What this task involves
Given the entries below, would you transcribe exactly the lines starting at the one with "I am building" and ending at the one with "Task: Read this", both kept, pictures omitted, nothing extra?

:::

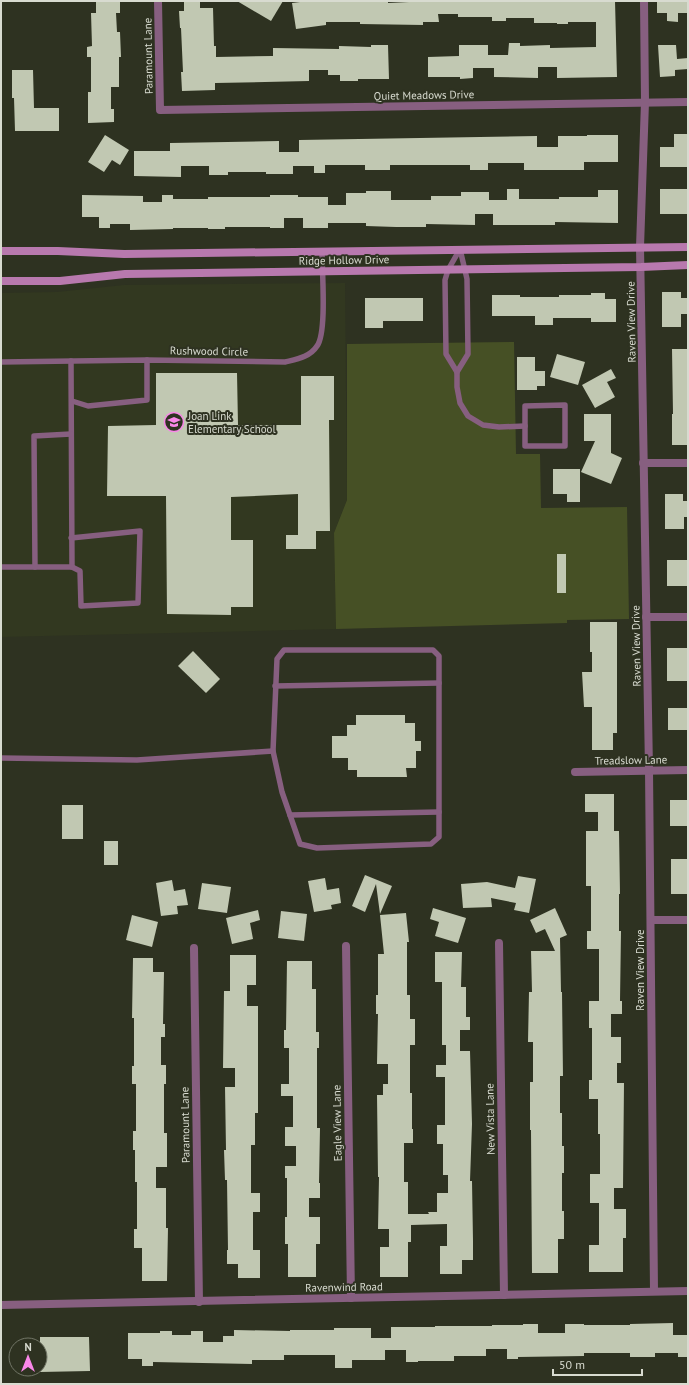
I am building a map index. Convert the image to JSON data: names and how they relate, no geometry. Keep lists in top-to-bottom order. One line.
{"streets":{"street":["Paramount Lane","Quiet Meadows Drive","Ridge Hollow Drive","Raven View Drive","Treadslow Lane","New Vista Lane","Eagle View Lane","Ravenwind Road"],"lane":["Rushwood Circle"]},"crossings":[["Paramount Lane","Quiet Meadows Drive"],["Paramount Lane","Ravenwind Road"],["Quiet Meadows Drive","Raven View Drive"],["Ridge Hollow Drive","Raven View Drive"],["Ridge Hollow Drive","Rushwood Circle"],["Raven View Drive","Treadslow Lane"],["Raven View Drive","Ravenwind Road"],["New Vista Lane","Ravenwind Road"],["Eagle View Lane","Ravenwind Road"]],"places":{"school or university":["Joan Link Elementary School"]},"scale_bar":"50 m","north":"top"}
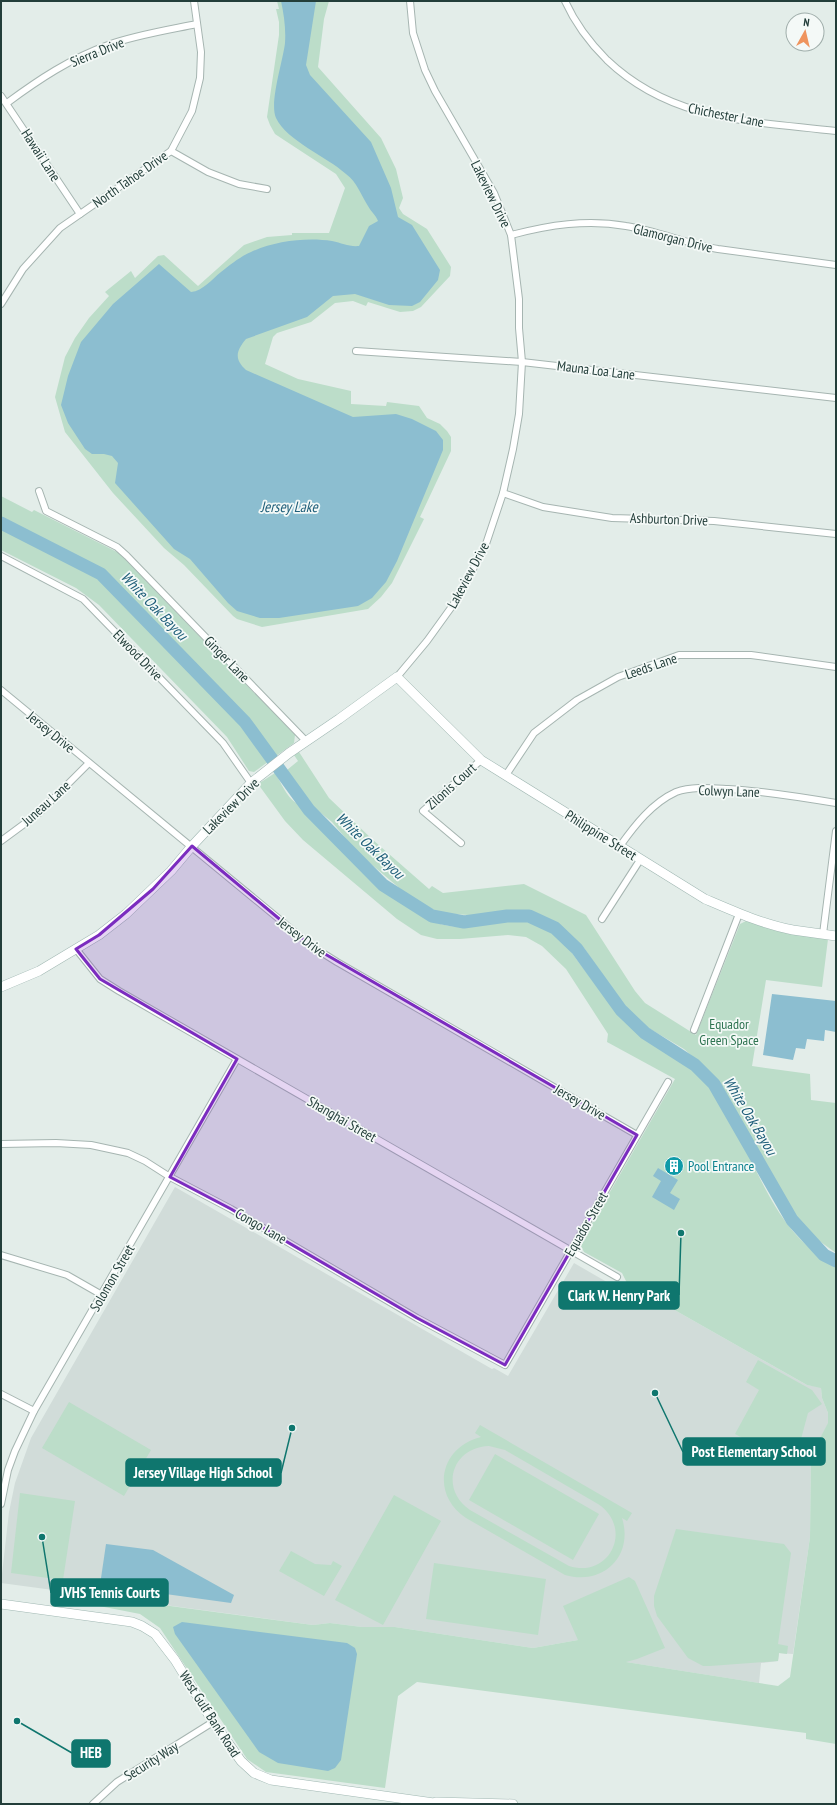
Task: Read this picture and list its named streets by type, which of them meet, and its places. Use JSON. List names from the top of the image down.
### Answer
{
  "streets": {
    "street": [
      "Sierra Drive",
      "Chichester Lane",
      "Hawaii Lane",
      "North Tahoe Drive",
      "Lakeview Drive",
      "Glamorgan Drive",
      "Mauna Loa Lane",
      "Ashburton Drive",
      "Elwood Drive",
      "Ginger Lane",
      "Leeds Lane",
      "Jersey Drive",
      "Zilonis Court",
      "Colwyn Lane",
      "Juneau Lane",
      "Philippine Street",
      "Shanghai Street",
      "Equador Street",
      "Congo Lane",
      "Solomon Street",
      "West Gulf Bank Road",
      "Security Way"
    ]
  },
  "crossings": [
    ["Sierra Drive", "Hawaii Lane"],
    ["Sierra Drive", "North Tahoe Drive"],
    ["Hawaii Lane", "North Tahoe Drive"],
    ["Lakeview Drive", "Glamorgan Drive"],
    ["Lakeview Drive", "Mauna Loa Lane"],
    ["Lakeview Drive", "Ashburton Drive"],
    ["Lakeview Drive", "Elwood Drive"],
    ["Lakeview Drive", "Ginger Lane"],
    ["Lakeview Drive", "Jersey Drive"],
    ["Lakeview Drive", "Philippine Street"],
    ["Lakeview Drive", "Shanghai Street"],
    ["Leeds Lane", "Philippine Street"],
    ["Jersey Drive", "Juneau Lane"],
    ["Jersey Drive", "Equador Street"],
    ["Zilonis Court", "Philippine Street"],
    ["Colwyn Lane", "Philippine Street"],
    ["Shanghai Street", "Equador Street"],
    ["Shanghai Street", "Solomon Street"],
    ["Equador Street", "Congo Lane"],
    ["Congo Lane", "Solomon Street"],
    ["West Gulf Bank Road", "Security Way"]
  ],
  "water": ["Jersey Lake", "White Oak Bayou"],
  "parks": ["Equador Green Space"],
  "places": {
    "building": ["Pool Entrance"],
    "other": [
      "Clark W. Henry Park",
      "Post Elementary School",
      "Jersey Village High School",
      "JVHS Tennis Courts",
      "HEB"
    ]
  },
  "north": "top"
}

:::

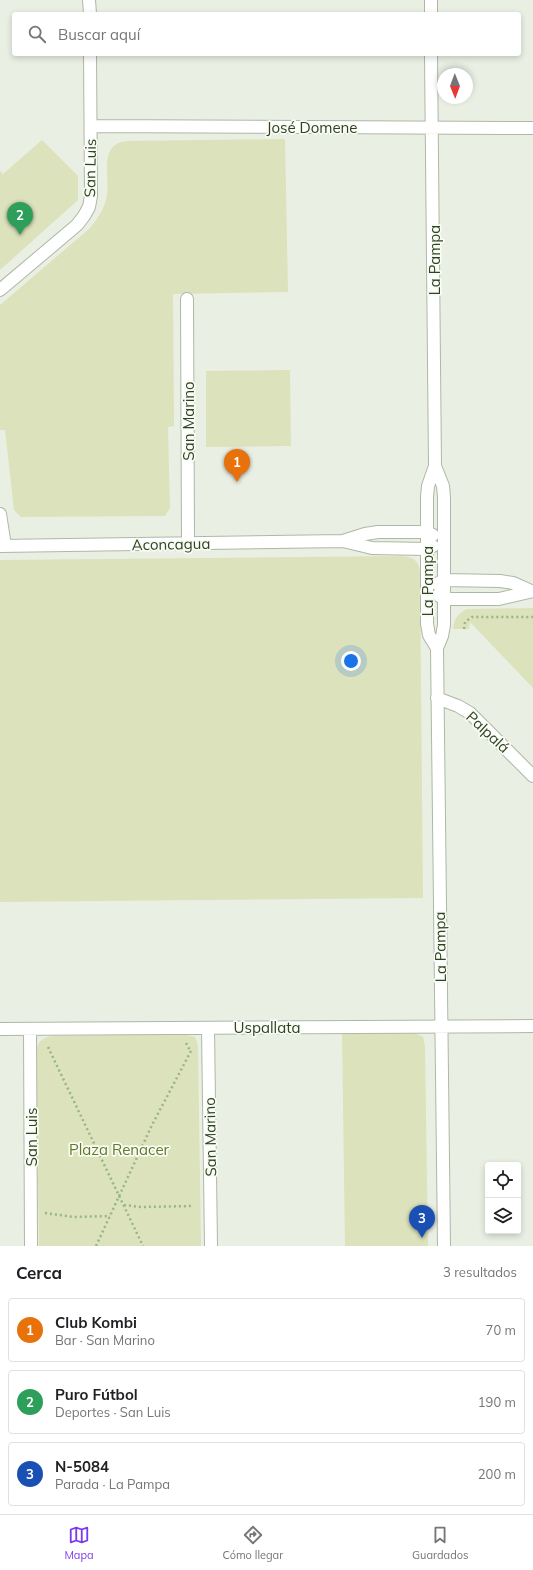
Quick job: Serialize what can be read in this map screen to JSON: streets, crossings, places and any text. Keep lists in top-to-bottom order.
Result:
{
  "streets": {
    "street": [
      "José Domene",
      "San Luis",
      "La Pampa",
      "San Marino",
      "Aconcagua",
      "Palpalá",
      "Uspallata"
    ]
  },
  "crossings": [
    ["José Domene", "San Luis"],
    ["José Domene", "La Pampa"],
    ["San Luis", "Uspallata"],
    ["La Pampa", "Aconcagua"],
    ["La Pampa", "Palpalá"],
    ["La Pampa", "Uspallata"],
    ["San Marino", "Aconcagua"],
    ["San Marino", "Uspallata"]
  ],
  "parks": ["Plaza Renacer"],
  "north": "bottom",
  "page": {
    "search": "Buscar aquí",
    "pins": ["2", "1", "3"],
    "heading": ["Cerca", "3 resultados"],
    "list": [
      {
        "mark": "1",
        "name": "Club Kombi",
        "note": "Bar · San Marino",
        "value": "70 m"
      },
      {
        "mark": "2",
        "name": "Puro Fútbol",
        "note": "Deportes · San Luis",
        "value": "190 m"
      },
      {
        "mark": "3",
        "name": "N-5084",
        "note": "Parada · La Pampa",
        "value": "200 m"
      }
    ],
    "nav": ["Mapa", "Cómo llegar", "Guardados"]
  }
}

:::

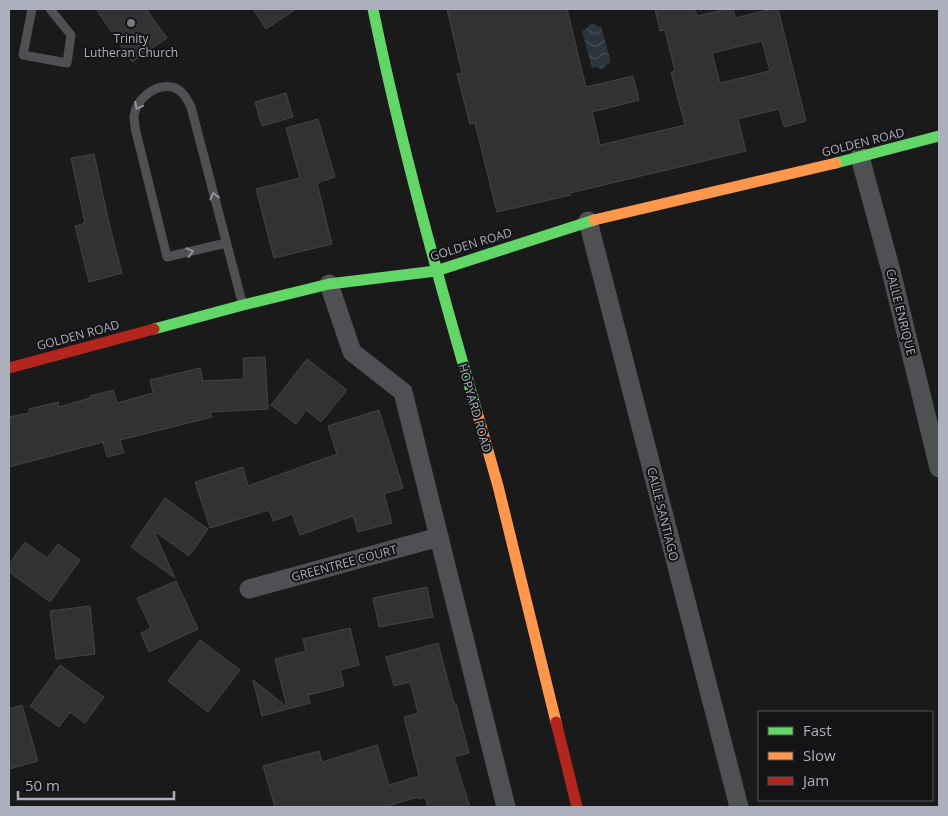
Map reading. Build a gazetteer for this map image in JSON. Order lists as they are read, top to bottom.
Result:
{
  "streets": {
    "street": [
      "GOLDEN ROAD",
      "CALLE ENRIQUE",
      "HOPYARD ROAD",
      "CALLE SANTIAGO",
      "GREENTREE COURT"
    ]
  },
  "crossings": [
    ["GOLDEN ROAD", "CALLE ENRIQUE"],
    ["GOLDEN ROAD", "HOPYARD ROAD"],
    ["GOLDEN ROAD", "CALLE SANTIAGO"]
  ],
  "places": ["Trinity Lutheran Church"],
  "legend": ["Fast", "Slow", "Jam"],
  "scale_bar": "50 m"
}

:::

Solution
I am building a map index. Convert the image to JSON data: names and how they relate, no geometry. Keep lists in top-to-bottom order. One line.
{"streets":{"street":["Paramount Lane","Quiet Meadows Drive","Ridge Hollow Drive","Raven View Drive","Treadslow Lane","New Vista Lane","Eagle View Lane","Ravenwind Road"],"lane":["Rushwood Circle"]},"crossings":[["Paramount Lane","Quiet Meadows Drive"],["Paramount Lane","Ravenwind Road"],["Quiet Meadows Drive","Raven View Drive"],["Ridge Hollow Drive","Raven View Drive"],["Ridge Hollow Drive","Rushwood Circle"],["Raven View Drive","Treadslow Lane"],["Raven View Drive","Ravenwind Road"],["New Vista Lane","Ravenwind Road"],["Eagle View Lane","Ravenwind Road"]],"places":{"school or university":["Joan Link Elementary School"]},"scale_bar":"50 m","north":"top"}
Task: Read this picture and list its named streets by type, which of them meet, and its places. Use JSON. List names from the top of the image down.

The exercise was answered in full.